Olympic hopeful tries to swim her way to Rio
Naomy Grand’Pierre, ’19, aims to represent Haiti at the Rio de Janeiro games.
At the end of May, when most other undergraduates at the University of Chicago were preparing for finals, first-year Naomy Grand’Pierre hopped on a flight to Romania. It was her first time in Europe, and she took a couple of days to hang out in the malls of downtown Bucharest.
The rest of her time was spent in a pool, trying to qualify for this summer’s Olympic games in Rio de Janeiro in the 50-meter freestyle as a member of the Haitian swim team.
And while she didn’t succeed there, she has her best, and last, chance this week in the Bahamas at the Caribbean Islands Swimming Championship, where she must finish in less than 26.17 seconds.
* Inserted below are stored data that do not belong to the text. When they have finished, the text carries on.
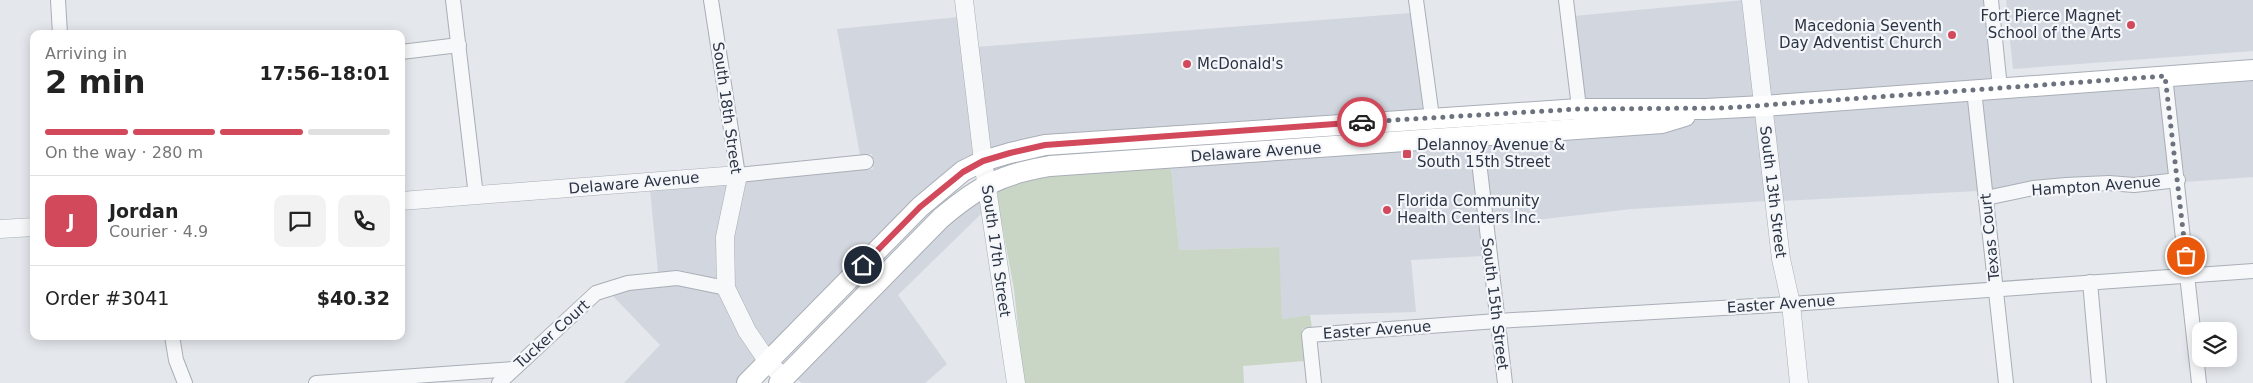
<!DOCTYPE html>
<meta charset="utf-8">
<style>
body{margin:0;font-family:"DejaVu Sans",sans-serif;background:#f2f2f2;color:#222;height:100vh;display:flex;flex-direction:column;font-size:19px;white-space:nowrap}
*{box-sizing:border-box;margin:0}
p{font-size:16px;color:#767676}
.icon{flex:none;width:28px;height:28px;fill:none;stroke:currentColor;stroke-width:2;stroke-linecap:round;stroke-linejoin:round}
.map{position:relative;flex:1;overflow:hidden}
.sheet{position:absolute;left:30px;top:30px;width:375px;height:310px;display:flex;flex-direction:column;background:#fff;border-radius:10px;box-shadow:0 2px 12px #0003}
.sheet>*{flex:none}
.buttons{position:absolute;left:2192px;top:322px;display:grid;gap:10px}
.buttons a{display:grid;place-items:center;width:45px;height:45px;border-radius:10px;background:#fff;box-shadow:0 2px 12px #0003;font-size:25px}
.pin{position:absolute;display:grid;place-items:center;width:42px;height:42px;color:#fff;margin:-21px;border:2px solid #fff;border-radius:50%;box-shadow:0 1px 5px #0007}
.courier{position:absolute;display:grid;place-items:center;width:50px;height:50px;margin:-25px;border:4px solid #d1495b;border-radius:50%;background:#fff;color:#222;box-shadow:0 1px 6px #0007}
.headline em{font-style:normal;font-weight:800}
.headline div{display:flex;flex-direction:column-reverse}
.headline{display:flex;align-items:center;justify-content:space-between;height:85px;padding:0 15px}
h1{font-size:32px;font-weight:800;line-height:38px}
.bar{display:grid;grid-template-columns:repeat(4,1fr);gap:8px 5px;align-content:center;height:60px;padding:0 15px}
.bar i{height:6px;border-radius:4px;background:#e0e0e0}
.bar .on{background:#d1495b}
.bar p{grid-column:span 4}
.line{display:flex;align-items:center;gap:12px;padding:0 15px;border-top:1px solid #e0e0e0}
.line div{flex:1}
.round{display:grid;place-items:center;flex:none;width:52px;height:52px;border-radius:10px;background:#f2f2f2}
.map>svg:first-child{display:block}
</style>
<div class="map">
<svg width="2253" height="383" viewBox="0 0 2253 383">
<rect width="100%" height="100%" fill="#e4e7ec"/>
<!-- built -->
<g fill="#d2d6de">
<path d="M1744,0L1756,99L1585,101L1574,16Z"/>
<path d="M1757,0H1984L1991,81L1769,98Z"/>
<path d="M2006,0H2253V51L2013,69Z"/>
<path d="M1411,13L1424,111L989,152L976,47Z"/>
<path d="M959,17L976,156L769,351L753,326L733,287L732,238L743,182L873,169L872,154L860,155L837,29Z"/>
<path d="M2253,77V177L2185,182L2173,83Z"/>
<path d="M2159,84L2170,173L2133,177L2109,175L2065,178L2032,181L1991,189L1981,97Z"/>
<path d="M1968,98L1978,191L1781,201L1770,113Z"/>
<path d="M1757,114L1767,201L1632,209L1492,225L1483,143L1662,131L1707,117Z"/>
<path d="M1470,144L1482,256L1411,260L1416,312L1310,315L1282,319L1278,247L1179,250L1171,165Z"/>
<path d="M729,183L719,279L678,270L658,272L650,189Z"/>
<path d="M981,196L984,211L898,295L947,364L925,383H802L794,377L945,223Z"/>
<path d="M676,285L722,295L759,361L737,383H624L660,345L613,296L629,290Z"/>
</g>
<!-- green -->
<path fill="#c9d6c5" d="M1171,165L1179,250L1279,247L1282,319L1310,315L1312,328L1302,329L1305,361L1243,366L1244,383H1024L1014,289L997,198L999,187L1023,178Z"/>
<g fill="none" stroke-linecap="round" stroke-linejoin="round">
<defs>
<g id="minor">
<path d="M58,0L60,34"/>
<path d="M453,0L476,196"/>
<path d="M711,0L738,175L866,162"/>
<path d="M1416,0L1432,117"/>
<path d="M1566,0L1580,116"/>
<path d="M1991,0L2000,88"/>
<path d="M401,52L459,45"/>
<path d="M2165,76L2199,383"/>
<path d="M1974,90L2006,383"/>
<path d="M1476,136L1505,383"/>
<path d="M1986,198L2033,188L2066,185L2109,183L2134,185L2178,180"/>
<path d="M2090,282L2099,383"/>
<path d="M172,336L176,360L185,383"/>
<path d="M316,383L513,369"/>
<path d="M499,383L596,293L628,283L677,278L726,288"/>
<path d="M1314,383L1309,335L1497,321L1791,304L2253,271"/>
</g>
<g id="tertiary">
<path d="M964,0L983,161L1016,383"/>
<path d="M1751,0L1781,259L1791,304L1799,383"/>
<path d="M401,201L738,175L725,237L726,288L747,331L768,362L784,378"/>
<path d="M0,229L34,227"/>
</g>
<g id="secondary">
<path d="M747,383L920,207L963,171L983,161L1010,153L1045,145L1579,109H1706L1763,106L2253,70"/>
<path d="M779,383L941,218C979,186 1001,174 1050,166L1662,123L1685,116"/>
</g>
</defs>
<!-- minor casing -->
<use href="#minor" stroke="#a9aeb7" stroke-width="16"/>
<!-- tertiary casing -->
<use href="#tertiary" stroke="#a9aeb7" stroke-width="19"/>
<!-- secondary casing -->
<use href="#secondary" stroke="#a9aeb7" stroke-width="22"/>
<!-- minor -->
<use href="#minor" stroke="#f7f8fa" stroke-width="14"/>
<!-- tertiary -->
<use href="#tertiary" stroke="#f7f8fa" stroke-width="18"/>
<!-- secondary -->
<use href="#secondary" stroke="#fff" stroke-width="20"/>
</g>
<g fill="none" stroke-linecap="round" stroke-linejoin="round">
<!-- done -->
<path stroke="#6c737f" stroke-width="5" stroke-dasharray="0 9" d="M1362,122L1579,109L1725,108L2165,76L2186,256"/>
<!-- route -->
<path stroke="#d1495b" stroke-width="6" d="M863,265L920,207L963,172L983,161L1010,153L1045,145L1362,122"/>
</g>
<!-- markers -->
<g fill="#d1495b" stroke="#f4f6f9" stroke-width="2">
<circle cx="2131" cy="25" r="5"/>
<circle cx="1952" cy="35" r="5"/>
<circle cx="1187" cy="64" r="5"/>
<rect x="1402" y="149" width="10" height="10" rx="2.5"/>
<circle cx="1387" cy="210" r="5"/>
</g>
<g text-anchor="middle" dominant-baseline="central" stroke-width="4.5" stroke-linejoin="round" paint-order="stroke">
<!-- poi labels -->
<g font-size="15" fill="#2b3445" stroke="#f4f6f9" text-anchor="start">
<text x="2121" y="16" text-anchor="end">Fort Pierce Magnet<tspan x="2121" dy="17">School of the Arts</tspan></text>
<text x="1942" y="26" text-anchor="end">Macedonia Seventh<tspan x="1942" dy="17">Day Adventist Church</tspan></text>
<text x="1197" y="64">McDonald's</text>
<text x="1417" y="145">Delannoy Avenue &amp;<tspan x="1417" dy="17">South 15th Street</tspan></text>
<text x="1397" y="201">Florida Community<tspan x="1397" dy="17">Health Centers Inc.</tspan></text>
</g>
<!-- street labels -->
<g font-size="15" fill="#2b3445" stroke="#f4f6f9">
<text transform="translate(727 108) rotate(82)">South 18th Street</text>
<text transform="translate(1256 152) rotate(-4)">Delaware Avenue</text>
<text transform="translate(634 183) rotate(-5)">Delaware Avenue</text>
<text transform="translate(2096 186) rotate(-4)">Hampton Avenue</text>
<text transform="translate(1773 192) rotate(83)">South 13th Street</text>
<text transform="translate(1990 237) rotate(-96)">Texas Court</text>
<text transform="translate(996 251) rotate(82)">South 17th Street</text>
<text transform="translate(1495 304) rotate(83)">South 15th Street</text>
<text transform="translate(1781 304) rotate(-4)">Easter Avenue</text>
<text transform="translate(1377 330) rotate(-4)">Easter Avenue</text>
<text transform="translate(552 334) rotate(-42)">Tucker Court</text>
</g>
</g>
</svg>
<div class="buttons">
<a><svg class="icon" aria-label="layers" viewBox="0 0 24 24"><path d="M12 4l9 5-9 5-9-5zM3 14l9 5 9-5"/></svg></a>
</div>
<div class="pin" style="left:2186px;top:256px;background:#ea580c"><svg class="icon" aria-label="bag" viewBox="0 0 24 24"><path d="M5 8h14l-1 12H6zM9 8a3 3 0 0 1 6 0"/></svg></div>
<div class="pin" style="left:863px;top:265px;background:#1f2937"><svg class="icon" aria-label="home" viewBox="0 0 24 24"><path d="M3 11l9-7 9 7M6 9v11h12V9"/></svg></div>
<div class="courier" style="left:1362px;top:122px"><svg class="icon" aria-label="car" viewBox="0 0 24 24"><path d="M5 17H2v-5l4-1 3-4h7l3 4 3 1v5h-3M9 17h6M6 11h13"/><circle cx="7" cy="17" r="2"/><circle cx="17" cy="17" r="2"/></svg></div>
<section class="sheet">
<div class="headline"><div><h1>2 min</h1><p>Arriving in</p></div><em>17:56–18:01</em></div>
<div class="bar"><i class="on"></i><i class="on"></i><i class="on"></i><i></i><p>On the way · 280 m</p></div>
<div class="line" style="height:90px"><b class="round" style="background:#d1495b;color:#fff">J</b><div><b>Jordan</b><p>Courier · 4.9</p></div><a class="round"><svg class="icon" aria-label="chat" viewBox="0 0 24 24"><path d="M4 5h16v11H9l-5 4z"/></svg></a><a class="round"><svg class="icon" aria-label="phone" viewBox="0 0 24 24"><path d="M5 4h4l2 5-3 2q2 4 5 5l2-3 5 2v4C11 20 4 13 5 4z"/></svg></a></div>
<div class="line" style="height:65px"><div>Order #3041</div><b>$40.32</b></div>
</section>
</div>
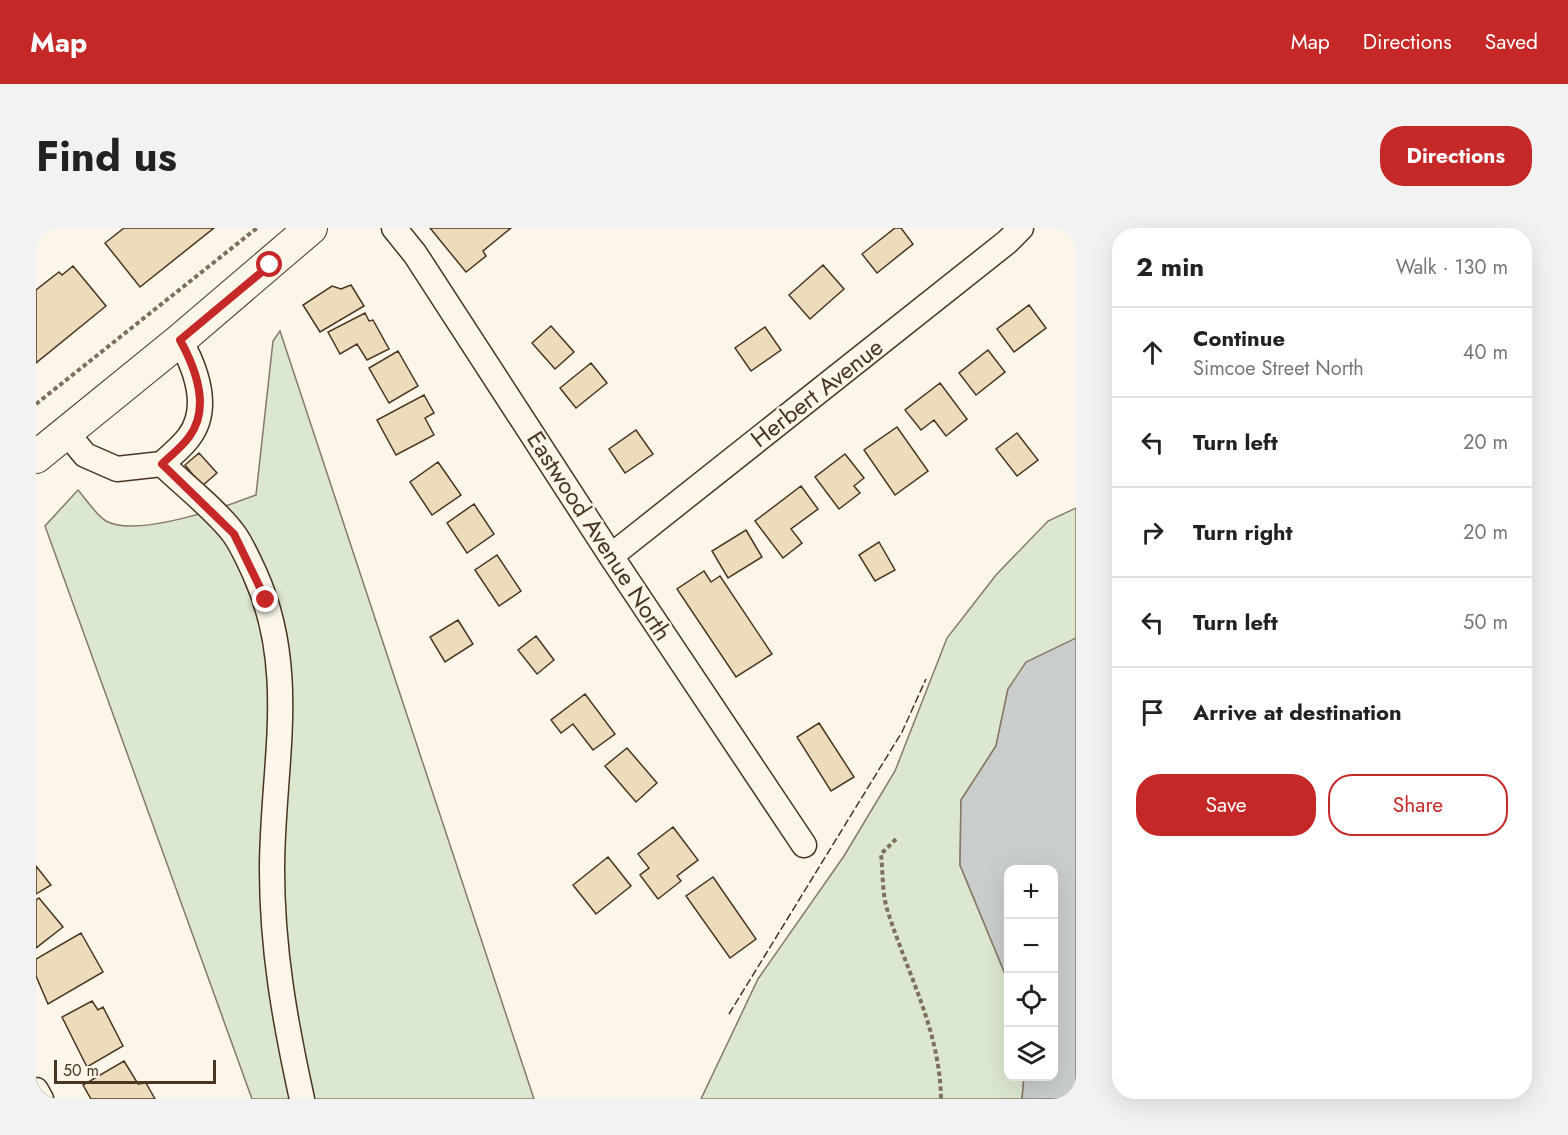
<!DOCTYPE html>
<html lang="en">
<head>
<meta charset="utf-8">
<style>
  :root { --surface:#fff; --page:#f2f2f2; --text:#222; --muted:#767676; --line:#e0e0e0; --accent:#c62828 }
  body { margin:0; font-family:Jost,sans-serif; background:var(--page); color:var(--text) }
  .controls { position:absolute; right:18px; bottom:18px; display:grid; overflow:hidden; border-radius:12px; box-shadow:0 6px 24px #0002 }
  .controls button { width:54px; height:54px; display:grid; place-items:center; padding:0; border:0; border-bottom:2px solid var(--line); background:var(--surface); color:var(--text); font:30px sans-serif }
  .scale { position:absolute; left:18px; bottom:15px; width:162px; box-sizing:border-box; padding-left:6px; border:3px solid #4a3520; border-top:0; font-size:16px; line-height:21px; white-space:nowrap; color:#4a3520; -webkit-text-stroke:4px #fbf6e9; paint-order:stroke }
  .stop { position:absolute; width:18px; height:18px; margin:-14px; border:4px solid #c62828; border-radius:50%; background:#fff }
  .stop.end { background:#c62828; border-color:#fff; box-shadow:0 2px 6px #0008 }
  .list { margin:0; padding:0; list-style:none }
  h2 { display:flex; justify-content:space-between; align-items:center; height:78px; margin:0; padding:0 24px; font-size:26px }
  h2 small { font-size:20px; font-weight:400; color:var(--muted) }
  .list li { display:grid; grid-template-columns:39px 1fr auto; gap:18px; align-items:center; box-sizing:border-box; height:90px; padding:0 24px; border-top:2px solid var(--line) }
  .list b { display:block; font-size:22px; white-space:nowrap }
  .list p { margin:0; font-size:20px; white-space:nowrap; color:var(--muted) }
  .list em { font-size:20px; font-style:normal; color:var(--muted) }
  .actions { display:flex; gap:12px; padding:18px 24px }
  .actions a { flex:1; padding:14px 0; border:2px solid var(--accent); border-radius:24px; text-align:center; font-size:21px; color:var(--accent) }
  .actions .main { background:var(--accent); color:#fff }
  .icon { flex:none; width:33px; height:33px; fill:none; stroke:currentColor; stroke-width:2; stroke-linecap:round; stroke-linejoin:round }
  .map { position:relative; flex:none; width:1040px; height:871px; overflow:hidden; border-radius:24px }
  header { display:flex; align-items:center; gap:36px; box-sizing:border-box; height:84px; padding:0 30px; background:var(--accent); color:#fff }
  header strong { font-size:28px }
  nav { display:flex; gap:33px; margin-inline-start:auto; font-size:21px }
  .intro { display:flex; align-items:center; justify-content:space-between; box-sizing:border-box; height:144px; padding:0 36px }
  h1 { margin:0; font-size:42px }
  .button { padding:15px 27px; border-radius:24px; background:var(--accent); color:#fff; font-size:21px; font-weight:700 }
  main { display:flex; gap:36px; padding:0 36px }
  aside { flex:1; background:var(--surface); border-radius:24px; box-shadow:0 6px 24px #0002 }
  .map>svg:first-child { display:block }
  .green { fill:#dce7d0; stroke:#887966; stroke-width:1.5 }
  .water { fill:#c9cecd; stroke:#887966; stroke-width:1.5 }
  .building { fill:#ecdcbc; stroke:#4a3520; stroke-width:1.5 }
  .lines { fill:none; stroke-linecap:round; stroke-linejoin:round }
  .minor-casing { stroke:#4a3520; stroke-width:27 }
  .major-casing { stroke:#4a3520; stroke-width:34 }
  .path { stroke:#7f6f5c; stroke-width:4; stroke-dasharray:4.5 3; stroke-linecap:butt }
  .minor { stroke:#fbf6e9; stroke-width:24 }
  .major { stroke:#fbf6e9; stroke-width:32 }
  .fence { stroke:#4a3520; stroke-width:1.5; stroke-dasharray:8 3; stroke-linecap:butt }
  .route { stroke:#c62828; stroke-width:8 }
  .labels { text-anchor:middle; stroke-width:4.5; stroke-linejoin:round; paint-order:stroke }
  .street-label { font-size:24px; fill:#4a3520; stroke:#fbf6e9 }
</style>
</head>
<body>
<header>
<strong>Map</strong>
<nav><a>Map</a><a>Directions</a><a>Saved</a></nav>
</header>
<div class="intro"><h1>Find us</h1><a class="button">Directions</a></div>
<main>
<div class="map">
<svg width="1040" height="871" viewBox="0 0 1040 871">
  <rect width="100%" height="100%" fill="#fbf6e9"/>
  <!-- green -->
  <path class="green" d="M244 103 498 871H216L9 298 42 262C50 271 60 287 70 293 100 310 189 279 220 267L237 113Z
    M1040 280V410L972 461 960 518 925 572 924 637 972 753V848L988 849 986 871H665L722 751 808 628 859 543 911 410 960 347 1012 293Z"/>
  <!-- water -->
  <path class="water" d="M1040 410V871H986L988 849 1017 848V642H972V753L924 637 925 572 960 518 972 461 990 434Z"/>
  <!-- building -->
  <path class="building" d="M88 0H178L104 59 69 15Z
    M394 0H475L447 23 450 28 430 44Z
    M859 0H865L877 16 841 45 826 26Z
    M787 37 808 61 774 91 753 67Z
    M37 38 70 78 0 135V62L23 44 26 47Z
    M315 57 328 78 284 104 267 77 296 58 305 61Z
    M993 77 1010 100 978 124 961 101Z
    M329 85 333 93 337 92 353 121 331 132 321 116 304 126 292 104Z
    M515 98 538 124 519 141 496 115Z
    M729 99 745 122 715 143 699 120Z
    M952 122 969 144 940 167 923 145Z
    M362 123 382 158 353 175 333 140Z
    M555 135 571 155 540 180 524 160Z
    M904 155 931 191 910 208 898 192 885 202 869 182Z
    M388 167 398 185 389 190 398 207 360 227 341 192Z
    M861 199 892 243 859 267 828 222Z
    M600 202 617 226 589 245 573 221Z
    M981 205 1002 232 981 248 960 221Z
    M163 225 181 245 166 258 149 237Z
    M809 226 828 250 818 258 824 265 803 281 779 249Z
    M402 234 425 267 396 287 374 254Z
    M765 258 782 281 755 301 766 315 747 330 719 293Z
    M438 276 458 306 431 325 411 295Z
    M710 302 726 329 692 350 676 323Z
    M843 314 859 342 839 353 823 327Z
    M461 327 485 363 463 378 439 342Z
    M668 343 675 354 684 348 736 426 700 449 641 361Z
    M422 392 437 416 409 434 394 409Z
    M500 408 518 432 501 446 482 422Z
    M549 466 579 506 557 522 537 496 525 505 515 492Z
    M783 495 818 549 795 563 761 509Z
    M591 520 621 555 600 574 569 538Z
    M637 599 662 632 641 648 645 653 622 671 604 647 613 640 602 626Z
    M572 629 595 658 560 686 537 657Z
    M0 638 15 657 0 666Z
    M677 649 720 711 694 730 650 668Z
    M3 670 27 699 0 720V672Z
    M45 705 67 744 12 776 0 748V731Z
    M56 773 62 782 67 779 87 818 51 839 26 789Z
    M88 833 102 856 110 855 119 871H55L47 857Z"/>
  <g class="lines">
    <defs>
      <path id="minor" d="M358 0 379 26 575 328 768 617
        M31 205 49 227 81 241 126 236C148 257 181 283 198 306 206 317 213 333 219 346 263 444 236 539 236 642 236 721 249 794 266 871
        M126 236C135 227 146 219 153 209 175 180 160 141 144 112
        M575 328 971 14 985 0
        M0 862 5 871"/>
      <path id="major" d="M0 229 144 112 275 0"/>
    </defs>
    <!-- minor casing -->
    <use href="#minor" class="minor-casing"/>
    <!-- major casing -->
    <use href="#major" class="major-casing"/>
    <!-- path -->
    <path class="path" d="M0 176 221 0
      M860 611 845 626C847 644 846 664 851 681 871 745 904 802 905 871"/>
    <!-- minor -->
    <use href="#minor" class="minor"/>
    <!-- major -->
    <use href="#major" class="major"/>
    <!-- fence -->
    <path class="fence" d="M693 786 866 504 890 451"/>
  </g>
  <g class="lines">
    <!-- route -->
    <path class="route" d="M230 372 198 306 126 236C135 227 146 219 153 209 175 180 160 141 144 112L234 37"/>
  </g>
  <g class="labels">
    <!-- street labels -->
    <g class="street-label">
      <text transform="translate(781 165) rotate(-38)" y="8">Herbert Avenue</text>
      <text transform="translate(563 308) rotate(57)" y="8">Eastwood Avenue North</text>
    </g>
  </g>
</svg>
<div class="controls">
<button>+</button>
<button>−</button>
<button><svg class="icon" aria-label="locate" viewBox="0 0 24 24"><circle cx="12" cy="12" r="6"/><path d="M12 2v4M12 18v4M2 12h4M18 12h4"/></svg></button>
<button><svg class="icon" aria-label="layers" viewBox="0 0 24 24"><path d="M12 4l9 5-9 5-9-5zM3 14l9 5 9-5"/></svg></button>
</div>
<div class="scale">50 m</div>
<div class="stop" style="left:234px;top:37px"></div>
<div class="stop end" style="left:230px;top:372px"></div>
</div>
<aside>
<h2>2 min<small>Walk · 130 m</small></h2>
<ul class="list">
<li><svg class="icon" aria-label="ahead" viewBox="0 0 24 24"><path d="M12 20V5M6 11l6-6 6 6"/></svg><div><b>Continue</b><p>Simcoe Street North</p></div><em>40 m</em></li>
<li><svg class="icon" aria-label="left" viewBox="0 0 24 24"><path d="M17 20v-9H6M10 6l-5 5 5 5"/></svg><div><b>Turn left</b></div><em>20 m</em></li>
<li><svg class="icon" aria-label="right" viewBox="0 0 24 24"><path d="M7 20v-9h11M14 6l5 5-5 5"/></svg><div><b>Turn right</b></div><em>20 m</em></li>
<li><svg class="icon" aria-label="left" viewBox="0 0 24 24"><path d="M17 20v-9H6M10 6l-5 5 5 5"/></svg><div><b>Turn left</b></div><em>50 m</em></li>
<li><svg class="icon" aria-label="arrive" viewBox="0 0 24 24"><path d="M6 21V4h12l-3 4 3 4H6"/></svg><div><b>Arrive at destination</b></div></li>
</ul>
<div class="actions"><a class="main">Save</a><a>Share</a></div>
</aside>
</main>
</body>
</html>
Her fastest time, she says, is around a 27.6.
In a sport where races are often decided by tenths of a second—the gap separating the gold and silver medalists in the 2012 Olympics was 0.23 seconds—Grand’Pierre faces a daunting task.
Still, she’s hopeful, and training harder than ever. At the SPIRE Institute in Geneva, Ohio—used by swimmers from countries without their own Olympic training centers—she spends two hours in the pool every morning, followed by an hour and a half of weight lifting. Three times a week, she swims for another two hours in the afternoon.
“It’s obviously a really fast time, but if I continue training here I should be able to get pretty close,” she said.
Grand’Pierre’s Olympic hopes were born a couple of years ago, back in Haiti, when her mother returned home for a funeral. There, Clio Grand’Pierre met a swim club owner who told her: “I see online that your kids are pretty good. Why don’t you see what it would be like to have your daughter represent Haiti at the Olympics?”
The idea resonated with her. Clio and her husband, Reginald, had both left Haiti for university in Canada, eventually moving to the United States and settling near Atlanta, raising their five children with dual American and Haitian citizenship. “When you leave Haiti, sometimes you forget to look back,” she said. “But when the earthquake happened in 2010, it forced a lot of Haitians to turn back home and look where we came from.”
After speaking with the swim club owner, Clio did some research. Haiti had never had a female swimmer at the Olympics. (A male swimmer, Alain Sergile, competed in the 1996 Atlanta games.) Because she possesses dual citizenship, Naomy Grand’Pierre is eligible to swim for the island nation at the Rio de Janeiro Olympics in August.
Initially the Grand’Pierre family thought Naomy’s status as the fastest Haitian woman in her event would allow her to compete. They later learned that she would have to meet a designated cutoff time of 26.17 to qualify.
She’s handled the setback well, according to her UChicago coach Jason Weber. “She just comes here and works well and stays really positive,” he says.
For the Grand’Pierre family, though, there’s a greater hope than just an Olympic berth. When she was 8, Naomy started swimming lessons after Clio’s fourteen-year-old cousin drowned at a summer camp in Boston. In Haiti, two of Clio’s younger cousins also drowned, one after jumping in to save the other. And while Naomy and her siblings became competitive swimmers, Clio noted that less than 1 percent of the population of Haiti knows how to properly swim, despite it being an island.
Clio hopes that with Naomy’s spot in the Olympics, the family will be able to raise swimming’s profile in Haiti, and hopefully save lives in the process. “My goal is to create awareness for the sport of swimming in Haiti,” said Clio. “If they see that it’s something cool to do, then we can work on raising funds to bring more pools, or start an exchange program with UChicago students. Those are the types of programs that I would like to see if we can establish.”